Activity – Only the lines from the one containing "417 150 490" through the one containing "1 0 0 10a6.5" should be printed, exactly as they appear below, with both ends included.

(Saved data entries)
-- Opening Marker --

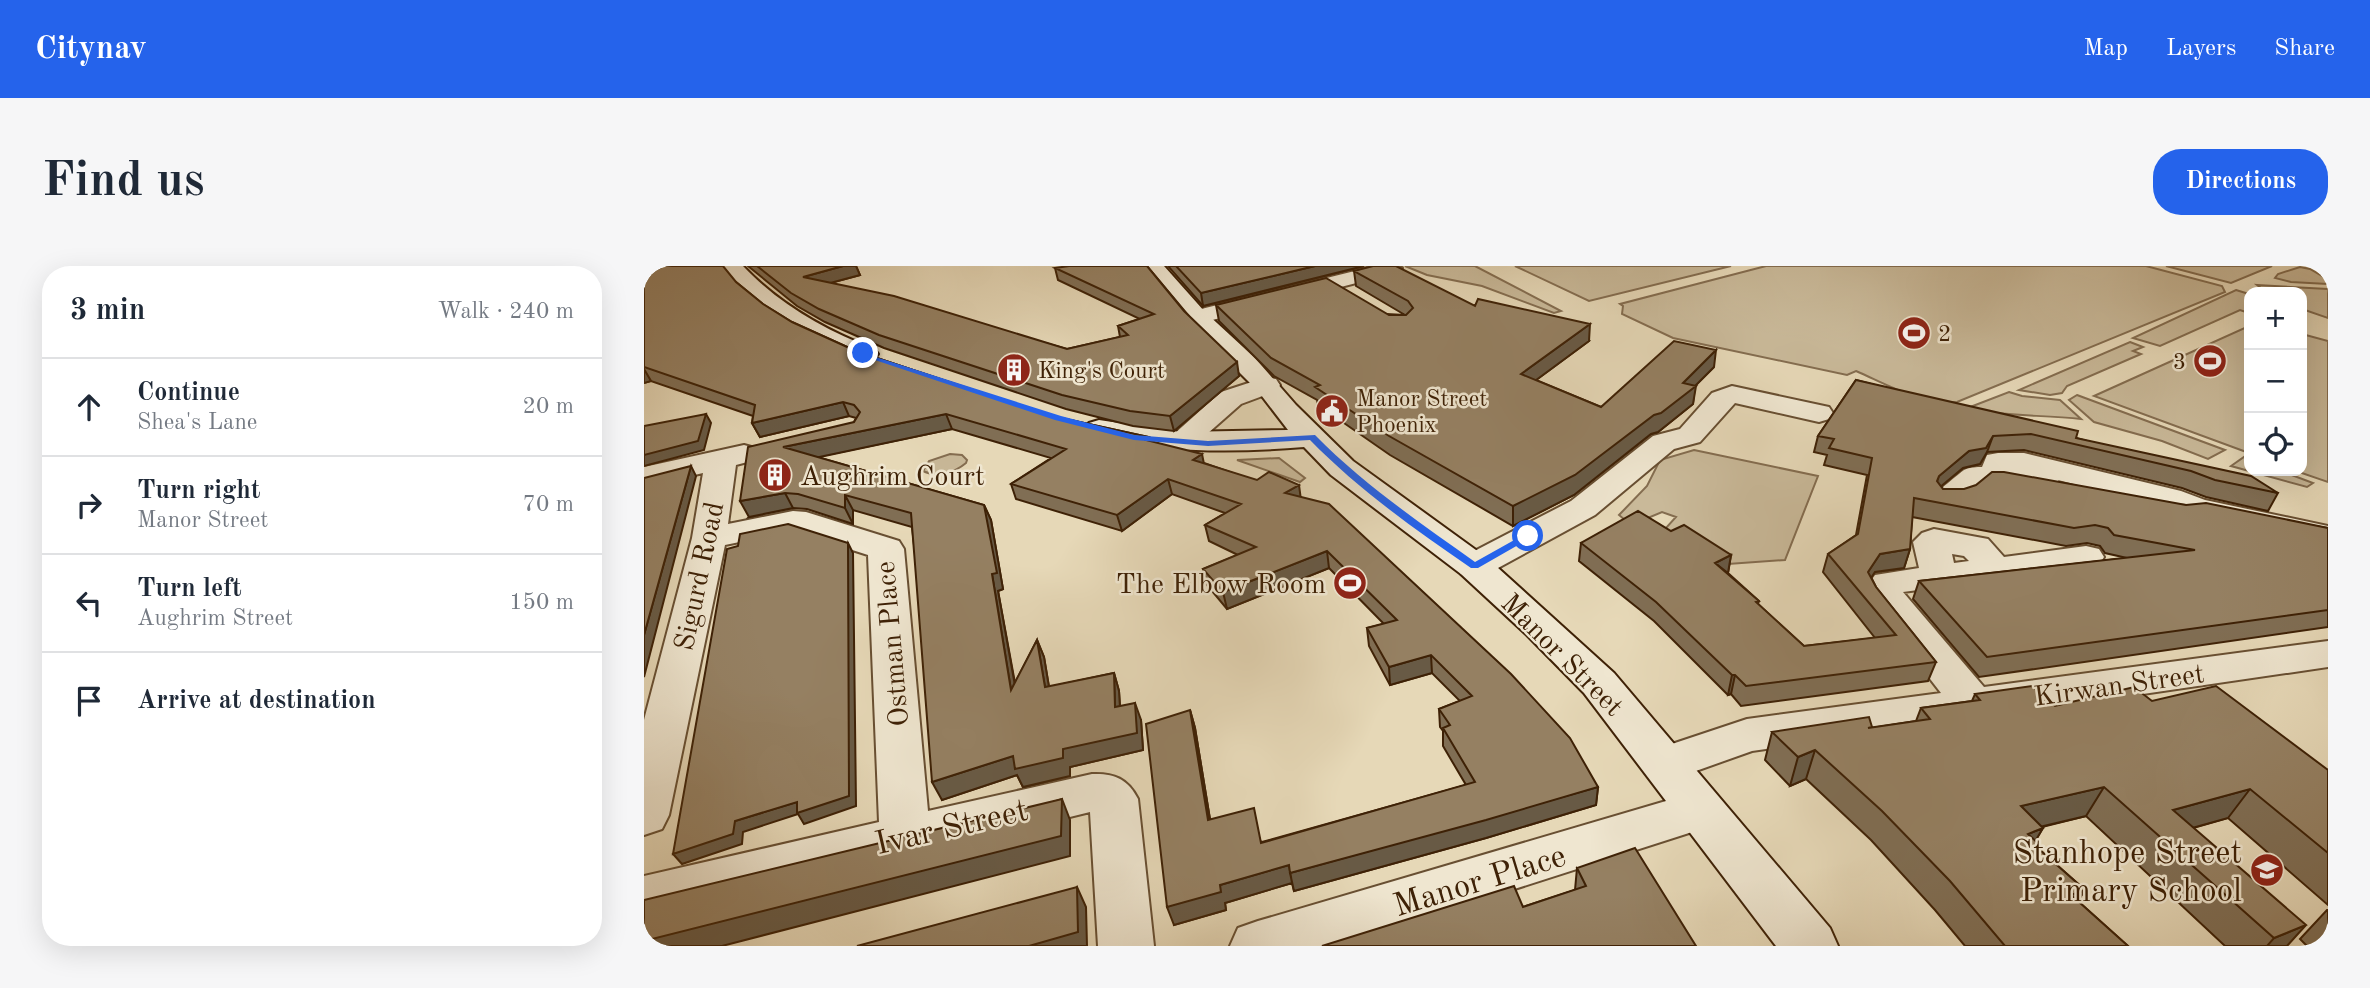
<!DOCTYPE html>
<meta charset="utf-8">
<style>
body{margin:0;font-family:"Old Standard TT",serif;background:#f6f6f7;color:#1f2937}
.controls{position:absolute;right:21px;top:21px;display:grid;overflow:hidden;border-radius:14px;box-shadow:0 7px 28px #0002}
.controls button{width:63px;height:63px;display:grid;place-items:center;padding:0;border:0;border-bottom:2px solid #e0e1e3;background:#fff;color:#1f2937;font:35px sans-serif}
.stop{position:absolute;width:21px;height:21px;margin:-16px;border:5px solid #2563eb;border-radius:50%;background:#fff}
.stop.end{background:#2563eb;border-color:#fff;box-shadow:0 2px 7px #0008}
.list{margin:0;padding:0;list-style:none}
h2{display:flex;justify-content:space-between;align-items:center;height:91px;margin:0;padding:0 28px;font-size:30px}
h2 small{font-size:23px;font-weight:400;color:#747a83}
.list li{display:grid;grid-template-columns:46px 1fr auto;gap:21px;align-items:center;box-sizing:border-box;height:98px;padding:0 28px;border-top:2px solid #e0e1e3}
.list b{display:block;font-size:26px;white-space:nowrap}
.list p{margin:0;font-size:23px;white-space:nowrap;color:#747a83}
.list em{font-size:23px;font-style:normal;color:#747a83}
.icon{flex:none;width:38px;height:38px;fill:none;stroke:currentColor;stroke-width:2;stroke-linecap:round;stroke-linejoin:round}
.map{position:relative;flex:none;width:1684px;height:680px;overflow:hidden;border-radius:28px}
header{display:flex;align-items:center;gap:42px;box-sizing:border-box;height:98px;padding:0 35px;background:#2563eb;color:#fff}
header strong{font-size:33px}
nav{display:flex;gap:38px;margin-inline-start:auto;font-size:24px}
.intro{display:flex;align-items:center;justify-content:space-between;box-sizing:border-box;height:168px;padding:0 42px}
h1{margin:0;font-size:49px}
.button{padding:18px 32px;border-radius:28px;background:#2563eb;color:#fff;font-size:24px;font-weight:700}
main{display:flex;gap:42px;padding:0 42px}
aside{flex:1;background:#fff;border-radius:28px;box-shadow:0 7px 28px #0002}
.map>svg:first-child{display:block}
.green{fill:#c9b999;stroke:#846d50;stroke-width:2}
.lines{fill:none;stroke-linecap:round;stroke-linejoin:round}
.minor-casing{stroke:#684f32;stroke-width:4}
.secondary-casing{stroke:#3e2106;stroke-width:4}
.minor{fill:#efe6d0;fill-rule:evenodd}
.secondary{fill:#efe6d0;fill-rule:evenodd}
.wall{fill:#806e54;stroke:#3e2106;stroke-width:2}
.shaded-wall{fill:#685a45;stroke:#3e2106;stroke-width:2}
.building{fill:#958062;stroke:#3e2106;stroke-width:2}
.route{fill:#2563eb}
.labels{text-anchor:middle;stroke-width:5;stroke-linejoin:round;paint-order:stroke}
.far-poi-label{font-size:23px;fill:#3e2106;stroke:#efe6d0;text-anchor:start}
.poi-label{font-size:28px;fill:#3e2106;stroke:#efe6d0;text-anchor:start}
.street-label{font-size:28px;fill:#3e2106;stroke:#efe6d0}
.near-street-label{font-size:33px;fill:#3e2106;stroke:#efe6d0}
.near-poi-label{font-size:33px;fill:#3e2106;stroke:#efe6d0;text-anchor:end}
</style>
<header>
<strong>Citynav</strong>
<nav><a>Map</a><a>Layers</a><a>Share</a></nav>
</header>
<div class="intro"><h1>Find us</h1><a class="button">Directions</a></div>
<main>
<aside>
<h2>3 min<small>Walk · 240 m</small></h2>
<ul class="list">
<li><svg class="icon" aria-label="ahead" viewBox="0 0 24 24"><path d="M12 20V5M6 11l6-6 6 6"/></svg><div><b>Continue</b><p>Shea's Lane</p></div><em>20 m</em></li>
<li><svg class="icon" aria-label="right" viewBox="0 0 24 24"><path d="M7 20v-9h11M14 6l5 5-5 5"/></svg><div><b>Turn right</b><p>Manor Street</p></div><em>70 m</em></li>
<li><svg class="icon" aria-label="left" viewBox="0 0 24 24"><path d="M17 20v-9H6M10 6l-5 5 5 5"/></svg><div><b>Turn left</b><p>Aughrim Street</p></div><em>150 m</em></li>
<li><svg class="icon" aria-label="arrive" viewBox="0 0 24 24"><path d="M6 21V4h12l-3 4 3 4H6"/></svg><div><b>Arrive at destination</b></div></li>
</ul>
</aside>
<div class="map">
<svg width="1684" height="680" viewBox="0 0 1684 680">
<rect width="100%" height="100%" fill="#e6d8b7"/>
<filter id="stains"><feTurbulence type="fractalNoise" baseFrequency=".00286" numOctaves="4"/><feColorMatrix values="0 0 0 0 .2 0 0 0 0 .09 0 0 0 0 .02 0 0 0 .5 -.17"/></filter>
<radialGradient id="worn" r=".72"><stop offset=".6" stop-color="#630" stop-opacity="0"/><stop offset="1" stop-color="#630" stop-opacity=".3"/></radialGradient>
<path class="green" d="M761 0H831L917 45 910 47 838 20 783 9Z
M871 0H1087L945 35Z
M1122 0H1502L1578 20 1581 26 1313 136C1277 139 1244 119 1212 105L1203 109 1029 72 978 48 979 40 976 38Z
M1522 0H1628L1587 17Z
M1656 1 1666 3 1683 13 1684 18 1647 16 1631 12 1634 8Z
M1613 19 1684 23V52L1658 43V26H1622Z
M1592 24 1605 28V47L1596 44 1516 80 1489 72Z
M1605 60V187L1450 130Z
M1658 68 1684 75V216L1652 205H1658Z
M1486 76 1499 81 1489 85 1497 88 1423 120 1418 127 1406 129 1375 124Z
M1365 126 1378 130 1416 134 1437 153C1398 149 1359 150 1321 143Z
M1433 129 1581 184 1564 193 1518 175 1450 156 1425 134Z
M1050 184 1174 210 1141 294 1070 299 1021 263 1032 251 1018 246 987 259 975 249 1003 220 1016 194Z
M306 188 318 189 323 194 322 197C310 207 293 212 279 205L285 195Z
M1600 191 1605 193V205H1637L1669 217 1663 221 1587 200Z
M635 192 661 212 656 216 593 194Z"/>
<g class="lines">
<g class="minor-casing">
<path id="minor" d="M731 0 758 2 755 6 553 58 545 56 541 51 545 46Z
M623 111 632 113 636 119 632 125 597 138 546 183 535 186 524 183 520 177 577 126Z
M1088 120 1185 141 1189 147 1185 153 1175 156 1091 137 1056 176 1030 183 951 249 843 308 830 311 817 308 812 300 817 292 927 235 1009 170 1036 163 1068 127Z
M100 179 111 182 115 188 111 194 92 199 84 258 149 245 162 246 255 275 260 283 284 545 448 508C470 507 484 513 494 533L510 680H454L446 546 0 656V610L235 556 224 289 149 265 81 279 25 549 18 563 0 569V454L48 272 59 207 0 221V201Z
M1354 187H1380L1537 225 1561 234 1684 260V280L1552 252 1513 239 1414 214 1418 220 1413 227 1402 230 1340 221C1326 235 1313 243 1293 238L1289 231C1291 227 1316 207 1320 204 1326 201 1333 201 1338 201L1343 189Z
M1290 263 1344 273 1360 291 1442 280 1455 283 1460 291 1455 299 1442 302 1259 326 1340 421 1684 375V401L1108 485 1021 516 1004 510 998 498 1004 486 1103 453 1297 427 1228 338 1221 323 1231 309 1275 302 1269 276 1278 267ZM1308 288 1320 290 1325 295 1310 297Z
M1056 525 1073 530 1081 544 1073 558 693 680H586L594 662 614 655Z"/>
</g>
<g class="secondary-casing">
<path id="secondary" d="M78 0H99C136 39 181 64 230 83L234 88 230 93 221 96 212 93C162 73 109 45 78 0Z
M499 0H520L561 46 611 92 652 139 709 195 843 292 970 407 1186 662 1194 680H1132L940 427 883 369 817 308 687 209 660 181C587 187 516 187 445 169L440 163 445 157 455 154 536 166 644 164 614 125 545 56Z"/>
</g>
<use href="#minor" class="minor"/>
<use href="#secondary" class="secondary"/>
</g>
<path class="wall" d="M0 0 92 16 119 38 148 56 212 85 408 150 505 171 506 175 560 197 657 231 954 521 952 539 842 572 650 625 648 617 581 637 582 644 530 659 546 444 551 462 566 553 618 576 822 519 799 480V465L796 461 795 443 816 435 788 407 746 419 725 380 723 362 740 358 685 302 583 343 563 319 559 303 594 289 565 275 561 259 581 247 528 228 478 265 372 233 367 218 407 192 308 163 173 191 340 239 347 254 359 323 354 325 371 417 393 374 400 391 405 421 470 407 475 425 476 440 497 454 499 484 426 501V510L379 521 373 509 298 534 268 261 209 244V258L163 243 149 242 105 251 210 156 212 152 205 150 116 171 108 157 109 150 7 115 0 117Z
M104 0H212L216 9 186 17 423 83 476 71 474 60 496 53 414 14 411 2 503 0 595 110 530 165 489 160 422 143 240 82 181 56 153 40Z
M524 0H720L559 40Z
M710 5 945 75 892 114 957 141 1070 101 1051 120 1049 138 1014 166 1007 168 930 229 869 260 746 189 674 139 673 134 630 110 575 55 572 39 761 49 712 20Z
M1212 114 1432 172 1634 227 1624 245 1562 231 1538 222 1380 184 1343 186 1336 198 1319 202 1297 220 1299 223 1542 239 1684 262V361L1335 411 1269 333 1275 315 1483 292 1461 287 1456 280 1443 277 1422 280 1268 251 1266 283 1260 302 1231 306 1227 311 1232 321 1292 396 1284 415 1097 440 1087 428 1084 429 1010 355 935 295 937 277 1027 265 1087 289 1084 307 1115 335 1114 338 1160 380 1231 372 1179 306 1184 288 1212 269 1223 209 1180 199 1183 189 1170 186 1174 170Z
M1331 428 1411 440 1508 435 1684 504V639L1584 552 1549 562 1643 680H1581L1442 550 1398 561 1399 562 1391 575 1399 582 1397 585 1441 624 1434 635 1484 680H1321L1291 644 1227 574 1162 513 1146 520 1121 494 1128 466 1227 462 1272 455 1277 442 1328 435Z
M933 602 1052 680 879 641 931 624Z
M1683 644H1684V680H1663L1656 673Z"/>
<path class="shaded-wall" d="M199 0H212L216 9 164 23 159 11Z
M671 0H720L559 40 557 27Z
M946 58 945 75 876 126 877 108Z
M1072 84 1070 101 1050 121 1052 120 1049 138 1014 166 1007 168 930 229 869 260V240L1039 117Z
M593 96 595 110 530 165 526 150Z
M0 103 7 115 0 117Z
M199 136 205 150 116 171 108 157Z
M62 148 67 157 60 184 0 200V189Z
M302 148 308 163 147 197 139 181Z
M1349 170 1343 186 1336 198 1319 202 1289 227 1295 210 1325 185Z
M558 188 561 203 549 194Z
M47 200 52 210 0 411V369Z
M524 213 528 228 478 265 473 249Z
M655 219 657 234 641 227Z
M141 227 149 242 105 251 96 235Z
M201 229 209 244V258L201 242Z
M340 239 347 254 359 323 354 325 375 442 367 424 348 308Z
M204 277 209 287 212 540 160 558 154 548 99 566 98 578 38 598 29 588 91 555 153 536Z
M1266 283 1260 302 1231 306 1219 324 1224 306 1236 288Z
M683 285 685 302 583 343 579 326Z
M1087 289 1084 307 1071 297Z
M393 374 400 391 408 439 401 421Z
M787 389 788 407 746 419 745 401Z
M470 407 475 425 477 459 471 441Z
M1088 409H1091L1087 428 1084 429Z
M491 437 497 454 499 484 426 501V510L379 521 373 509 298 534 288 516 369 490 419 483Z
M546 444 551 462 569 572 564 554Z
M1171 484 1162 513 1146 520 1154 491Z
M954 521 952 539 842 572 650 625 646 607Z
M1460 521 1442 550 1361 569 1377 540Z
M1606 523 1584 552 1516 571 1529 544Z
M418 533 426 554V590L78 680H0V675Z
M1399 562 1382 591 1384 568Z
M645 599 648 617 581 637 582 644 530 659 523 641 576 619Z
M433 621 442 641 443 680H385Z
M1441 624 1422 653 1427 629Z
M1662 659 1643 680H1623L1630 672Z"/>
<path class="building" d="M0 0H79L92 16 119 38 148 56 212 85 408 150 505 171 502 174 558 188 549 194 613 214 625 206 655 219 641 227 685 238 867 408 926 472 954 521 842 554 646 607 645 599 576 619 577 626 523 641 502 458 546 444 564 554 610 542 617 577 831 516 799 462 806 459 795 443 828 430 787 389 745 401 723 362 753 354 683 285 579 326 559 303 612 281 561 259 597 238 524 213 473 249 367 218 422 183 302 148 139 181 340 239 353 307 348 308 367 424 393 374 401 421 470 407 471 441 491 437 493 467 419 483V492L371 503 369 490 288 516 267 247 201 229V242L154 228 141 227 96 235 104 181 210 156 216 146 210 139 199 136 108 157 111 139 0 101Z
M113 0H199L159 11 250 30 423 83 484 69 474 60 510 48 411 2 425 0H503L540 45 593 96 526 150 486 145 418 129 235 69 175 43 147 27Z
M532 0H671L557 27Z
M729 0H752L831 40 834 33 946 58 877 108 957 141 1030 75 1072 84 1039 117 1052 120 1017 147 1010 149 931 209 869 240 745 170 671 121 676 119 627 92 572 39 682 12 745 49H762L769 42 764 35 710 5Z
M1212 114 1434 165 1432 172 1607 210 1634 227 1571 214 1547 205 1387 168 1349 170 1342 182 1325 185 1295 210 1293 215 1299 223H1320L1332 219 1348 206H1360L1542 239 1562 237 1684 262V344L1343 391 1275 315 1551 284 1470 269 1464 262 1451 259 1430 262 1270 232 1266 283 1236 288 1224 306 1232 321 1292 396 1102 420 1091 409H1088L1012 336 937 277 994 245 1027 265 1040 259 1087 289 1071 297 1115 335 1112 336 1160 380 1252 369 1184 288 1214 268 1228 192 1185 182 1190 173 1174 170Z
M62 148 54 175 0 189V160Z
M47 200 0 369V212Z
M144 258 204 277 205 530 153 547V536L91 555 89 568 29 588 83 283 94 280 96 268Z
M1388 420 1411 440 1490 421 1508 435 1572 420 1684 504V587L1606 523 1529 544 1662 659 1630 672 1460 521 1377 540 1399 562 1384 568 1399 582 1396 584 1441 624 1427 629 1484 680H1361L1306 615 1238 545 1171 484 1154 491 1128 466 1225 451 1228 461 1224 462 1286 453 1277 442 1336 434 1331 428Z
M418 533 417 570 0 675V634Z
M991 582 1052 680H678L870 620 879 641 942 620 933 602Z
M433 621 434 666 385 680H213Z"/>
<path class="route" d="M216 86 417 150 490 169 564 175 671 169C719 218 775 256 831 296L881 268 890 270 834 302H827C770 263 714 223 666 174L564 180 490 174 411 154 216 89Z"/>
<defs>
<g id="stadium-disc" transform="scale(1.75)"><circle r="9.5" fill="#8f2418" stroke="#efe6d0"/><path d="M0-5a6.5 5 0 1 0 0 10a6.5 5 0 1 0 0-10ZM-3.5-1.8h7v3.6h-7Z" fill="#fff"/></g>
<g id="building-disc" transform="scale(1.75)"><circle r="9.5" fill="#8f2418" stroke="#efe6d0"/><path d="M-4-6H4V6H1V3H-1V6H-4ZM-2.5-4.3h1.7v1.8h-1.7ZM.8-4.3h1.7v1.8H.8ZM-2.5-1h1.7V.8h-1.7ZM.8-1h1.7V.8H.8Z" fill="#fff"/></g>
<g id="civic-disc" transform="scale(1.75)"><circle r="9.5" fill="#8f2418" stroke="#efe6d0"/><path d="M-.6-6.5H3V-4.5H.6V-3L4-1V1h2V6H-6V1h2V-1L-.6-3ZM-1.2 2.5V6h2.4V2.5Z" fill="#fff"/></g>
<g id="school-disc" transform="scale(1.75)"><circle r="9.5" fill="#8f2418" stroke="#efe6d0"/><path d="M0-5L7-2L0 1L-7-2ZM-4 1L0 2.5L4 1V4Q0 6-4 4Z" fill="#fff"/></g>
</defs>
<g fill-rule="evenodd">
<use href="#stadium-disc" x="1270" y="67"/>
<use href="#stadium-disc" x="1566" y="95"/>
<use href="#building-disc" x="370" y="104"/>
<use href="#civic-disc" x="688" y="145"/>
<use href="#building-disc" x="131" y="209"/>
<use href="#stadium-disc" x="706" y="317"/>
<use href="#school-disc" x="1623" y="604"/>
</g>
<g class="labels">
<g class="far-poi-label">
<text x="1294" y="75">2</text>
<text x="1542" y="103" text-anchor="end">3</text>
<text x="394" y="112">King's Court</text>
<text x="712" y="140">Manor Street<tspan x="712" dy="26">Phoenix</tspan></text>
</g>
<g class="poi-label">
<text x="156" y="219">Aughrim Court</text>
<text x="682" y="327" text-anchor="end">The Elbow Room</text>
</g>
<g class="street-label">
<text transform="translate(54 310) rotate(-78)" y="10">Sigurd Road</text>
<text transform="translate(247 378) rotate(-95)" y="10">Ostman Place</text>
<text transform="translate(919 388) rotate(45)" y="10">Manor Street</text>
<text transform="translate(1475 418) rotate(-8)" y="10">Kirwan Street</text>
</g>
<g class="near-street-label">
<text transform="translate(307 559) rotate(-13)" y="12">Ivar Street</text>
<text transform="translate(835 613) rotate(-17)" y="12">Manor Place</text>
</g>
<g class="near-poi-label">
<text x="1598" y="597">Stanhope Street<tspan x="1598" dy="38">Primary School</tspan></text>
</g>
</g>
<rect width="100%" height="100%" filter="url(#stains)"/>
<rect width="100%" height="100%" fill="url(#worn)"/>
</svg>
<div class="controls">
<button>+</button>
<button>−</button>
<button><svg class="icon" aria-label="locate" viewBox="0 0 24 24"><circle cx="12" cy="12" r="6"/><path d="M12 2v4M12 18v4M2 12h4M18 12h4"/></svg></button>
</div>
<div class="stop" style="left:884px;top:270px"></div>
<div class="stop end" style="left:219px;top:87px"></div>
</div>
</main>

-- Closing Marker --

Solution to this exercise –
<path class="route" d="M216 86 417 150 490 169 564 175 671 169C719 218 775 256 831 296L881 268 890 270 834 302H827C770 263 714 223 666 174L564 180 490 174 411 154 216 89Z"/>
<defs>
<g id="stadium-disc" transform="scale(1.75)"><circle r="9.5" fill="#8f2418" stroke="#efe6d0"/><path d="M0-5a6.5 5 0 1 0 0 10a6.5 5 0 1 0 0-10ZM-3.5-1.8h7v3.6h-7Z" fill="#fff"/></g>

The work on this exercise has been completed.